История русской литературы XX в. имеет причудливый рисунок, после 1917 г. она получила, по точному определению М. Чудаковой, «характер пульсации – и сохранила его на протяжении 70 лет: приращение текстов и их последующее отымание у потребителя-читателя» [Чудакова, 1998: 83]. Этот «характер пульсации» был свойственен и развитию отечественной беллетристики.

С конца 1940-х гг. миф о культурном единстве, однородности советской культуры воплотился в модель псевдоклассического искусства. В советской литературе насаждалась эстетика помпезного романтизма, ложной эпичности и псевдомасштабности; активно развивался монументально-эпический роман о производстве, советской деревне, о победившем в войне народе, о борьбе с вредителями и шпионами (В. Кочетов «Журбины», С. Бабаевский «Кавалер Золотой Звезды», Г. Николаева «Жатва», Г. Медынский «Марья», Н. Шпанов «Поджигатели», «Заговорщики», Г. Матвеев «Тарантул» и др.). Отвечавшие идеологическому заказу книги издавались огромными тиражами, однако, их низкий художественный уровень был очевиден [18], литература превращалась «в иллюстрацию к идеологическим догмам, получала официальное распространение теория бесконфликтности» [Лейдерман, Липовецкий, 2001(1): 21]. Попытки советской критики повлиять на качество литературной продукции не могли, однако, этот процесс свидетельствовал об исчерпанности и искусственности соцреалистического канона.

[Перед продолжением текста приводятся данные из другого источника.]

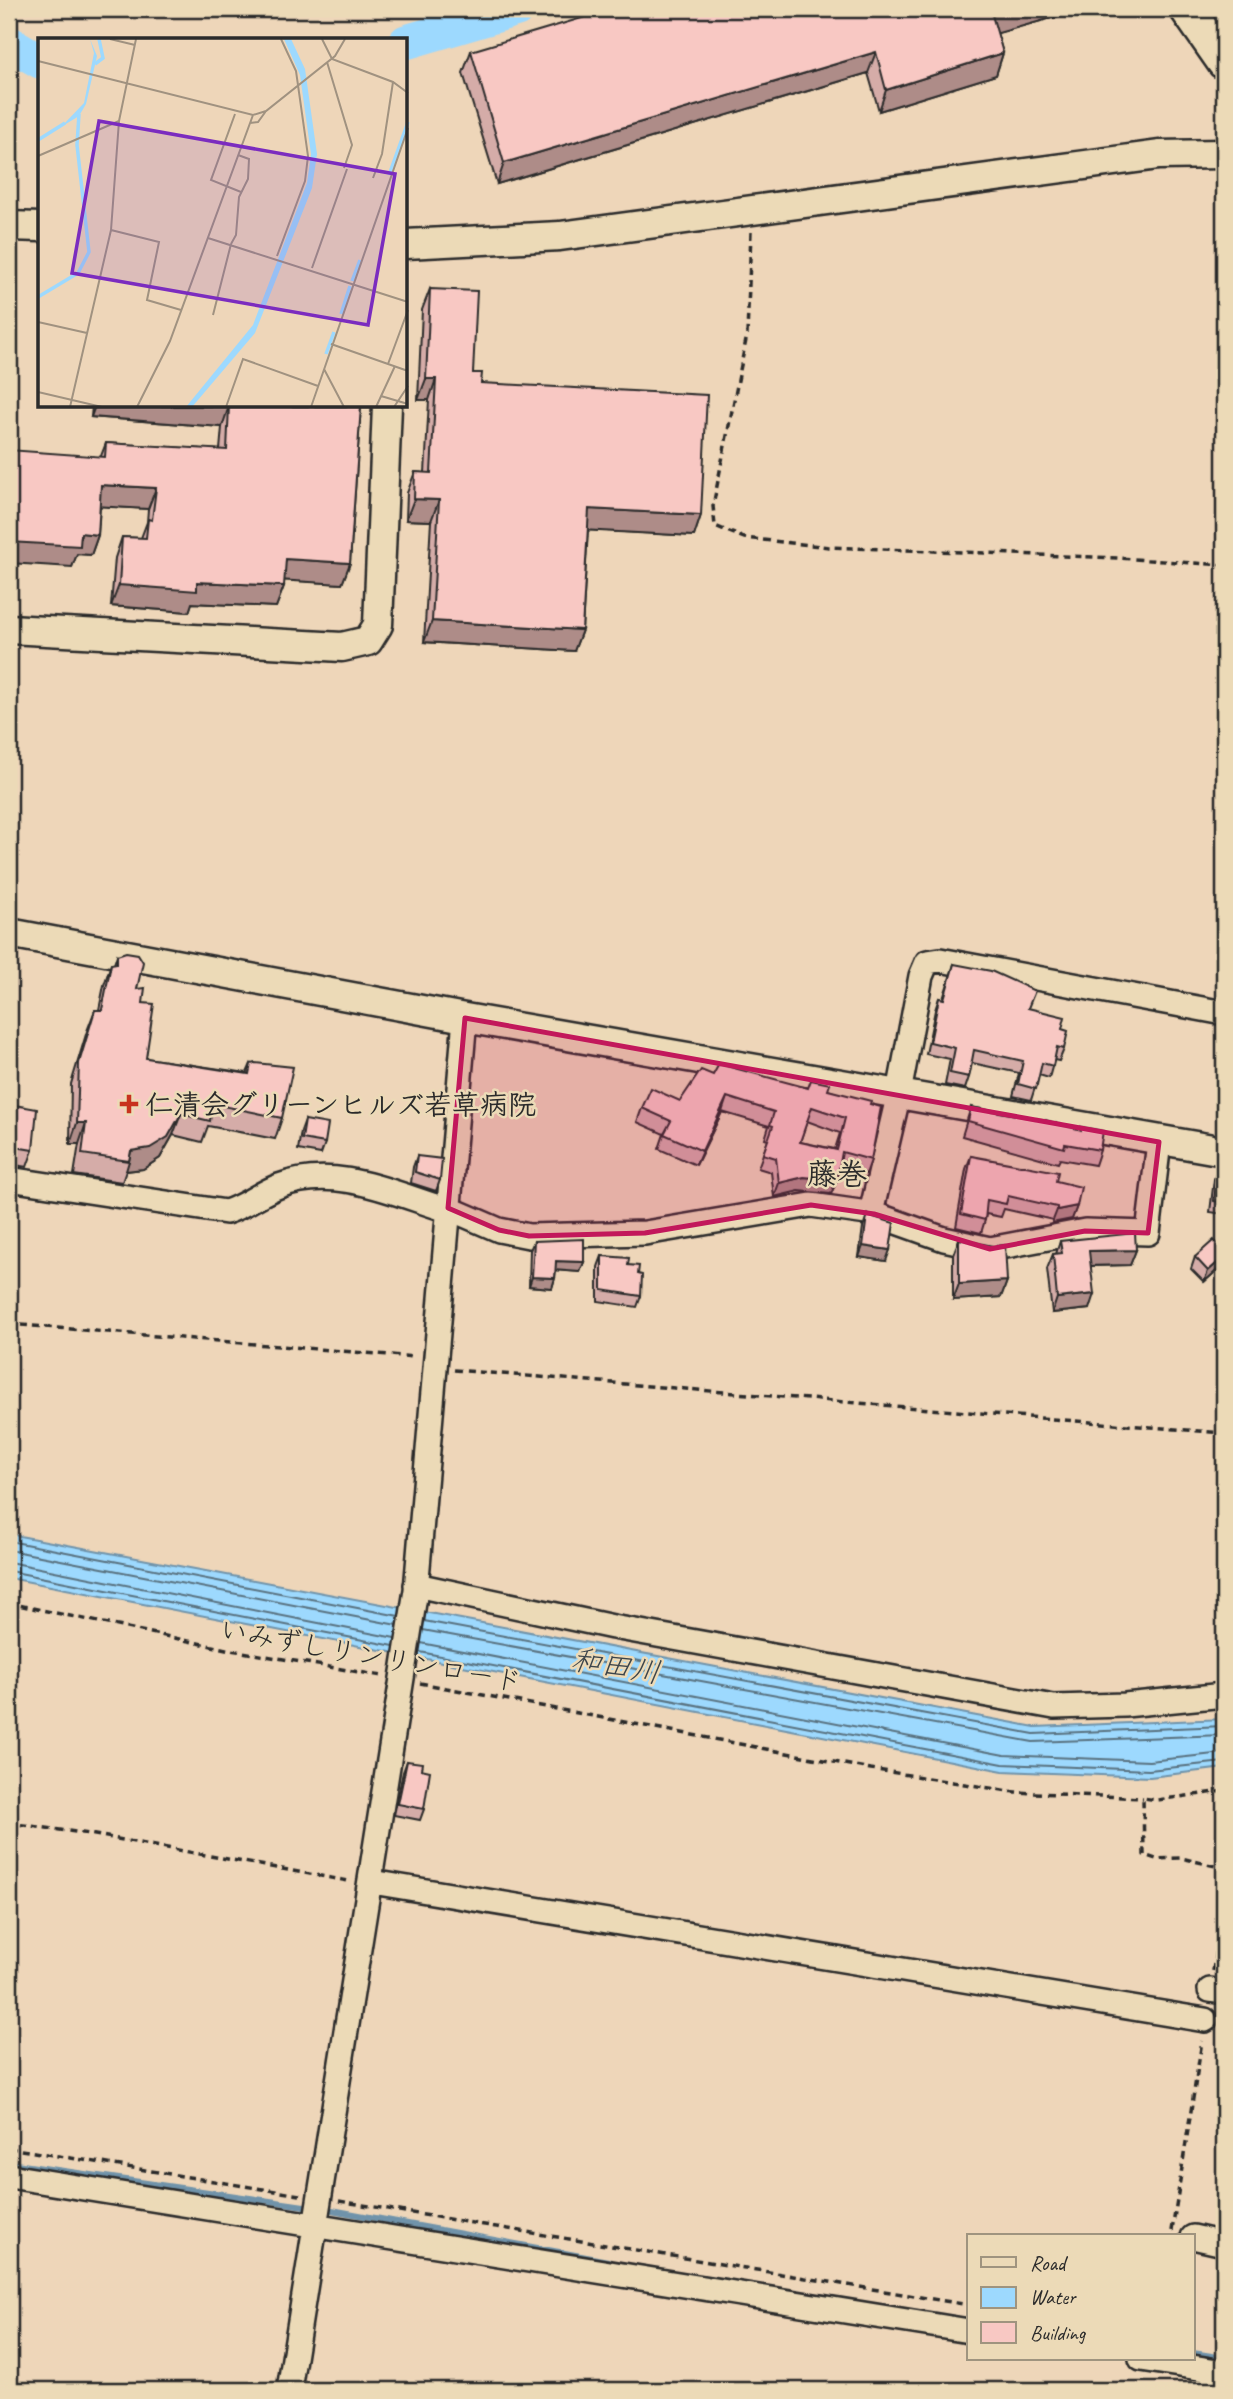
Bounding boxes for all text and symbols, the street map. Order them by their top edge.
inset map [38,38,408,408]
place label: 仁清会グリーンヒルズ若草病院 [145,1087,536,1122]
marker: 仁清会グリーンヒルズ若草病院 [119,1094,139,1114]
district label: 藤巻 [807,1155,867,1193]
street label: いみずしリンリンロード [217,1612,525,1699]
water label: 和田川 [569,1640,663,1692]
legend [967,2234,1194,2360]
text: Road [1030,2250,1069,2276]
text: Water [1030,2284,1077,2310]
text: Building [1030,2320,1087,2346]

Соцреализм с момента своего возникновения функционировал как особый тип культуры, который вбирал в себя, искусственно преодолевая различия, разные субкультуры (молодежную, массовую, народную, этническую и др.). Социально и культурно значимым стал вынужденный отказ массового читателя от традиционных, складывающихся десятилетиями, привычек в выборе чтения.

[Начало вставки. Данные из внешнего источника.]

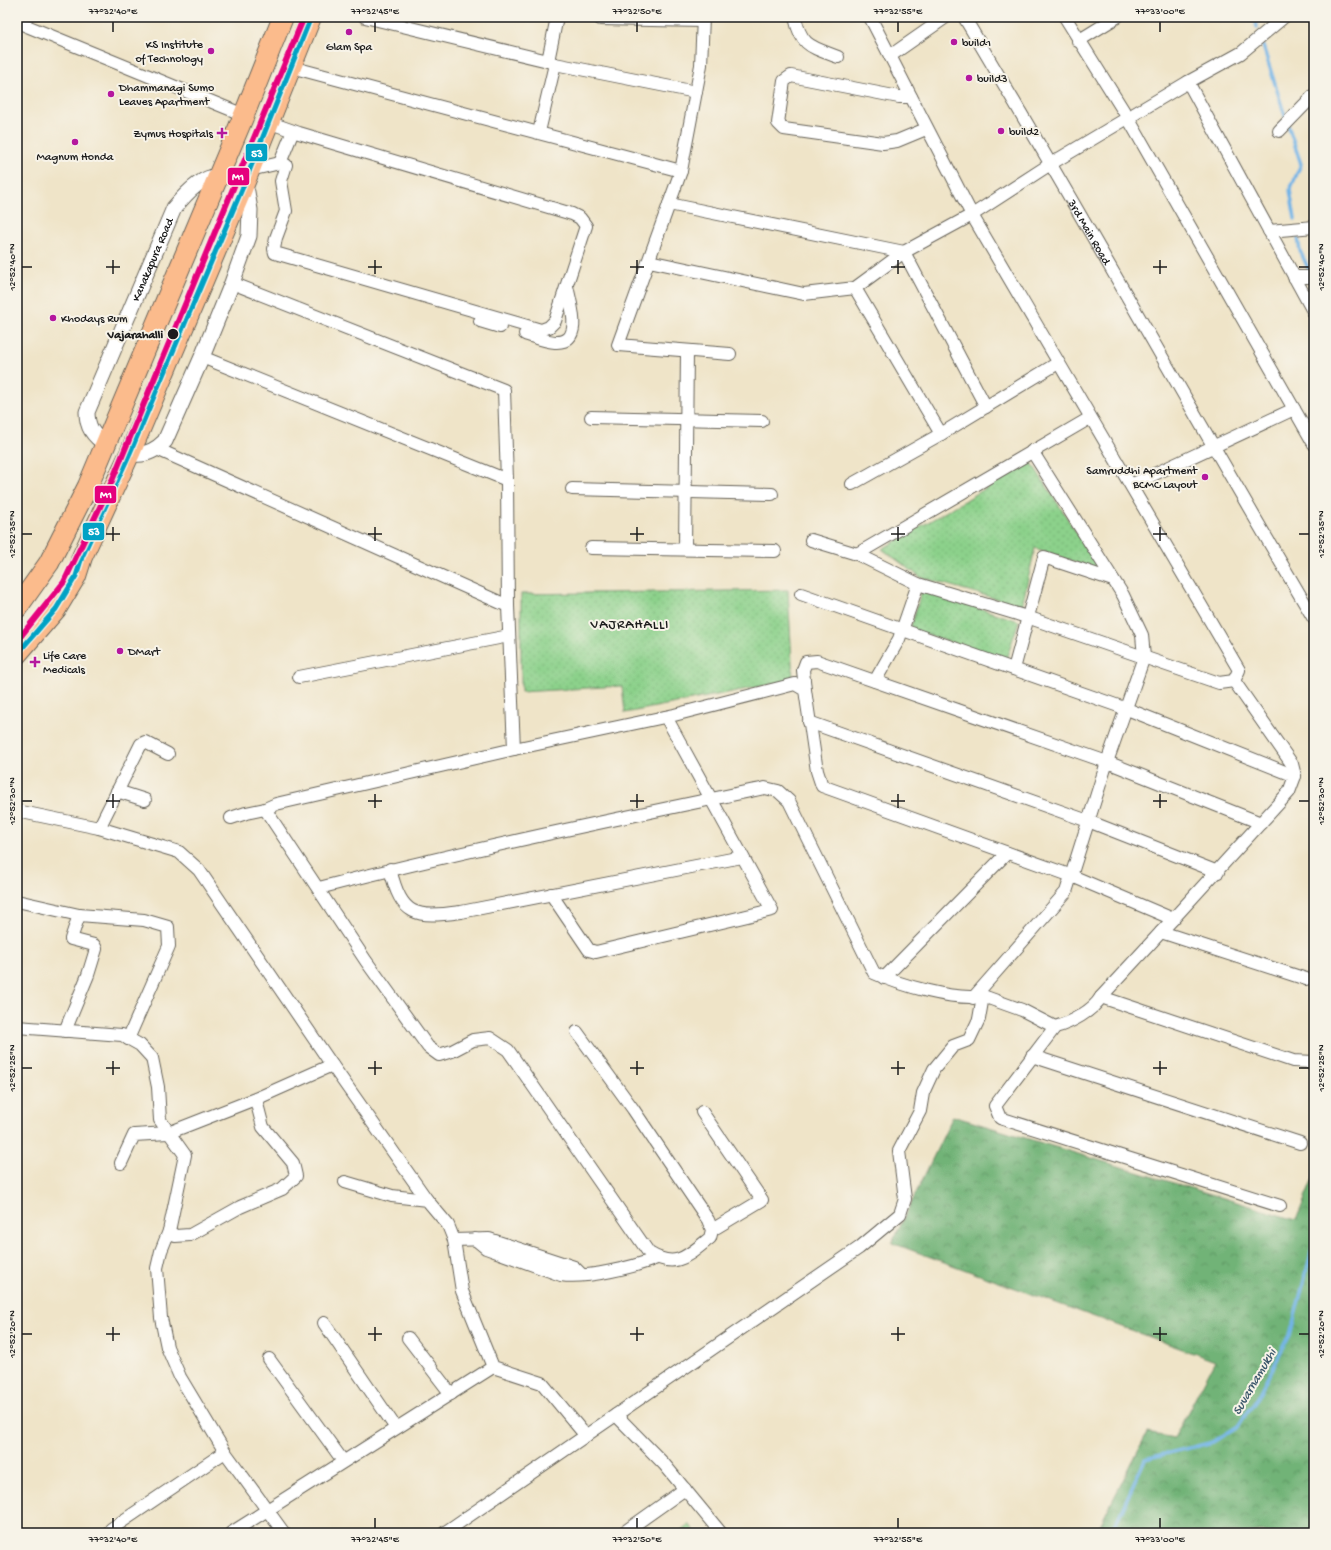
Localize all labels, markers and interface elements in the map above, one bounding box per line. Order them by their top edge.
text: 77°32'40"E [88,6,138,18]
text: 77°32'45"E [350,6,400,18]
text: 77°32'50"E [612,6,662,18]
text: 77°32'55"E [873,6,923,18]
text: 77°33'00"E [1134,6,1186,18]
marker: Glam Spa [344,27,354,37]
marker: build1 [949,37,959,47]
place label: build1 [962,37,991,51]
place label: KS Institute of Technology [135,39,204,67]
place label: Glam Spa [326,41,373,55]
marker: KS Institute of Technology [206,46,216,56]
marker: build3 [964,73,974,83]
place label: build3 [977,73,1007,87]
place label: Dhammanagi Sumo Leaves Apartment [118,82,214,110]
marker: Dhammanagi Sumo Leaves Apartment [106,89,116,99]
marker: build2 [996,126,1006,136]
place label: build2 [1009,126,1039,140]
marker: Zymus Hospitals [216,127,228,139]
place label: Zymus Hospitals [133,128,214,142]
marker: Magnum Honda [70,137,80,147]
line badge: 53 [245,143,268,162]
text: 53 [251,149,263,161]
place label: Magnum Honda [37,151,114,165]
line badge: M1 [227,167,250,186]
text: M1 [232,172,244,184]
street label: 3rd Main Road [1063,197,1113,269]
street label: Kanakapura Road [130,216,178,304]
text: 12°52'40"N [7,243,19,292]
text: 12°52'40"N [1316,243,1328,292]
marker: Khodays Rum [48,313,58,323]
place label: Khodays Rum [61,313,128,327]
marker: Vajarahalli [166,327,180,341]
place label: Vajarahalli [107,329,163,343]
place label: Samruddhi Apartment BCMC Layout [1086,465,1198,493]
marker: Samruddhi Apartment BCMC Layout [1200,472,1210,482]
line badge: M1 [94,485,117,504]
text: M1 [100,490,112,502]
text: 12°52'35"N [7,510,19,559]
text: 12°52'35"N [1316,510,1328,559]
line badge: 53 [82,522,105,541]
text: 53 [88,527,100,539]
district label: VAJRAHALLI [590,617,669,634]
marker: DMart [115,646,125,656]
place label: DMart [127,646,161,660]
place label: Life Care Medicals [43,650,87,678]
marker: Life Care Medicals [30,657,40,667]
text: 12°52'30"N [7,777,19,826]
text: 12°52'30"N [1316,777,1328,826]
text: 12°52'25"N [7,1044,19,1092]
text: 12°52'25"N [1316,1044,1328,1092]
text: 12°52'20"N [7,1310,19,1359]
text: 12°52'20"N [1316,1310,1328,1359]
water label: Suvarnamukhi [1230,1345,1281,1418]
text: 77°32'40"E [88,1534,138,1546]
text: 77°32'45"E [350,1534,400,1546]
text: 77°32'50"E [612,1534,662,1546]
text: 77°32'55"E [873,1534,923,1546]
text: 77°33'00"E [1134,1534,1186,1546]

Н. Бердяев писал об особенностях существования советского писателя в рамках «соцзаказа», точно выделяя болевые точки, подчеркивая заведомую внутреннюю противоречивость писательского творчества: «В последнее время происходит индустриализация литературы, которая захватывает и писателей, принадлежащих элите, и эта индустриализация оказывается формой «соцзаказа», соответствующей структуре современного общества.

Унизительная категория популярности и успеха определяет отношения между писателем и обществом. Самосознание писателя колеблется между сознанием ненужности и сознанием популярности, и он гордится то своей ненужностью, то своей популярностью» [Бердяев, 1990: 326]. Существование беллетристики в условиях жесточайшего идеологического диктата определяло судьбы даже тех произведений, которые уже по своей жанровой специфике были отнесены к периферии литературной жизни.

Показательна, например, дискуссия о фантастических романах И. Ефремова «Туманность Андромеды» и «Час быка», которую вел Отдел культуры ЦК КПСС. Так, Ю. Андропов, занимавший в 1970 г. пост Председателя Комитета Госбезопасности, писал: «В романе «Час быка» Ефремов под видом критики общественного строя на фантастической планете «Торманс» по существу клевещет на советскую действительность». В связи с этим и другими письмами роман в собрание сочинений автора так и не вошел [19].

Для определения путей развития отечественной беллетристики представляется важным понять, как эволюционировало творчество писателей, начавших свой путь в литературе с поиска новых и энергичных художественных форм (В. Каверина, В. Катаева, Вс. Иванова, М. Шагинян и др.) и развивавшихся далее в русле беллетристической парадигмы.

После детективного уголовного романа «Конец хазы» (1925) и экспериментального романа с ключом «Скандалист, или вечера на Васильевском острове» (1926) В. Каверин, которого М. Чудакова назвала писателем с «правильной литературной юностью» (Чудакова, 1978: 88], согласуясь с требованиями времени, вырабатывает совершенно иной почерк. Отказ от орнаментальной, сюжетной прозы, поворот в сторону простоты, упрощенности в годы «победы безличного повествования» [Чудакова, 1978] свидетельствовали не только о тенденциях литературы того времени, но и о том, что с 1940-х гг. Каверин выбирает творческую установку на определенность, однозначность авторской позиции. «Трудно передать то ощущение, с которым писались первые главы романа «Исполнение желаний». Как будто впервые в жизни я взял в руки перо – так неловко, неумело приставлялась строка к строке, фраза к фразе. Мне казалось, что я совершенно разучился писать – грустная догадка после 13 лет работы. Все нужно начинать снова», – отмечал В. Каверин в дневнике [Каверин, 1982: 14]. Действительно, стиль романа «Исполнение желаний» предельно упрощен.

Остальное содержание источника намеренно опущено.